Estas sentenças ficaram muito aquém da pena máxima. “Os crimes relacionados com orangotangos são encarados como um problema inexistente em comparação com os outros crimes ambientais [e] florestais com os quais o governo lida”, diz Taylor Tench, analista da Agência de Investigação Ambiental (EIA) dos Estados Unidos. De facto, de acordo com um relatório de 2020 realizado pelo grupo de consultoria científica Borneo Futures e pela organização sem fins lucrativos Wildlife Impact, os crimes relacionados com orangotangos que terminam com uma condenação são menos de um por cento.

A razão para isto acontecer é simples, diz Vincent Nijman, da Universidade Oxford Brookes, no Reino Unido, que estudou o comércio de orangotangos. “O governo da Indonésia, como outros governos pelo mundo inteiro, decidiu que a vida selvagem não está no topo da sua lista de prioridades. É vital que os infratores sejam condenados com a pena máxima aplicável. Se isso não acontecer, os conservacionistas devem começar a fazer barulho”, diz Vincent Nijman.

As três espécies de orangotangos da Indonésia – Bornéu, Sumatra e Tapanuli – estão em perigo crítico de extinção. O número de orangotangos do Bornéu passou de 300.000 na década de 1970 para 55.000 em 2016; os orangotangos de Sumatra são cerca de 13.800; e restam menos de 800 orangotangos de Tapanuli, que foram identificados em 2017 enquanto espécie separada, de acordo com a União Internacional para a Conservação da Natureza.

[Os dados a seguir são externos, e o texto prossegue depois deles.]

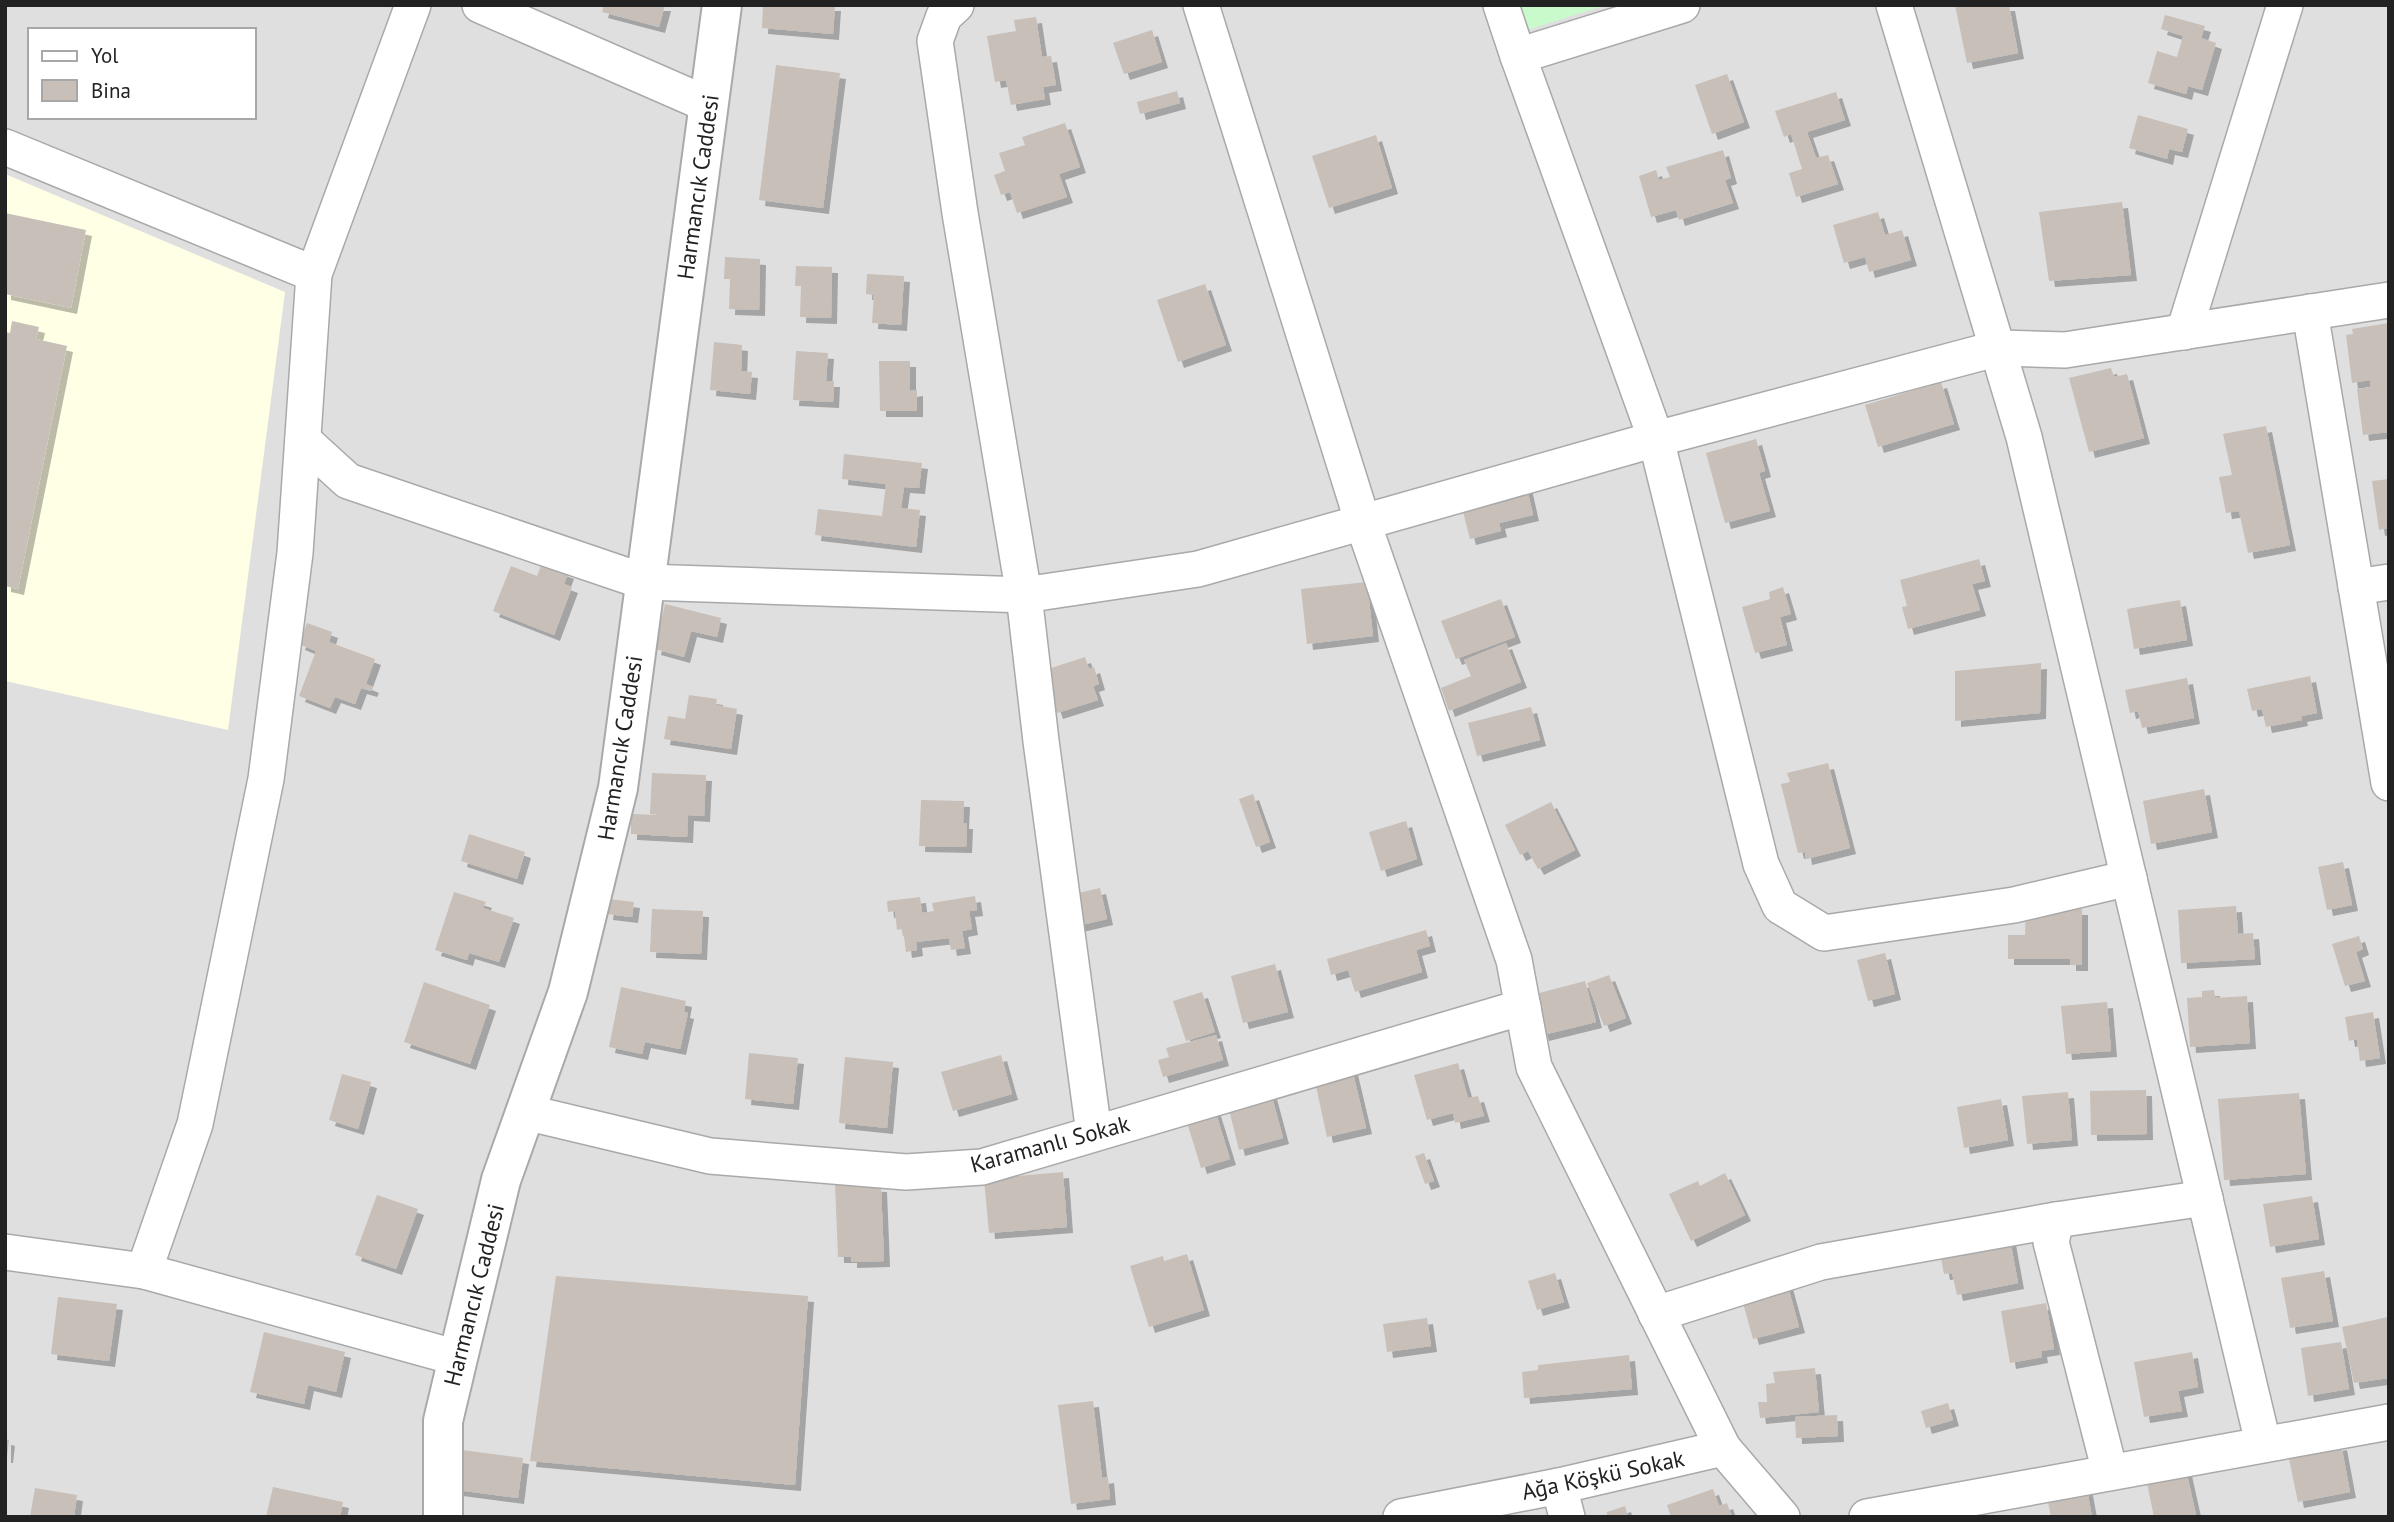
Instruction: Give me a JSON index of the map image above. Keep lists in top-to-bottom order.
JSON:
{
  "streets": {
    "street": ["Harmancık Caddesi", "Karamanlı Sokak", "Ağa Köşkü Sokak"]
  },
  "crossings": [
    ["Harmancık Caddesi", "Karamanlı Sokak"]
  ],
  "legend": ["Yol", "Bina"]
}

Contudo, Taylor Tench diz que as autoridades “cederam à indústria e ao lucro”, permitindo que o habitat dos orangotangos fosse clareado para a extração de madeira e para o cultivo de plantações de óleo de palma à escala industrial. Na Indonésia, foram destruídos cerca de 800.000 hectares de habitat desde 2016, de acordo com um relatório publicado pela EIA em outubro de 2021.

Os incêndios florestais também destroem a floresta, forçando muitas vezes os orangotangos a fugir para as áreas habitadas por pessoas. A EIA estima que são caçados anualmente mais de 2.000 orangotangos – quer seja porque as pessoas têm medo, por desporto ou pela sua carne – e as crias órfãs geralmente são vendidas para o comércio de animais de estimação.

A aplicação da lei de conservação da Indonésia, que proíbe a captura, transporte ou comércio de orangotangos e de outras espécies protegidas, é geralmente supervisionada pela polícia local e pela Agência de Conservação de Recursos Naturais do Ministério do Ambiente e Florestas do país. As infrações são puníveis com penas de até cinco anos de prisão e multas de até 100 milhões de rúpias (cerca de 6.700 euros). “Em teoria, os orangotangos estão perfeitamente protegidos na Indonésia”, diz Vincent Nijman. “Já existe uma boa legislação. Mas a inflação baixou o valor máximo das multas para valores irrisórios” – 100 milhões de rupias costumavam valer muito mais. “As multas já não refletem a gravidade do crime.”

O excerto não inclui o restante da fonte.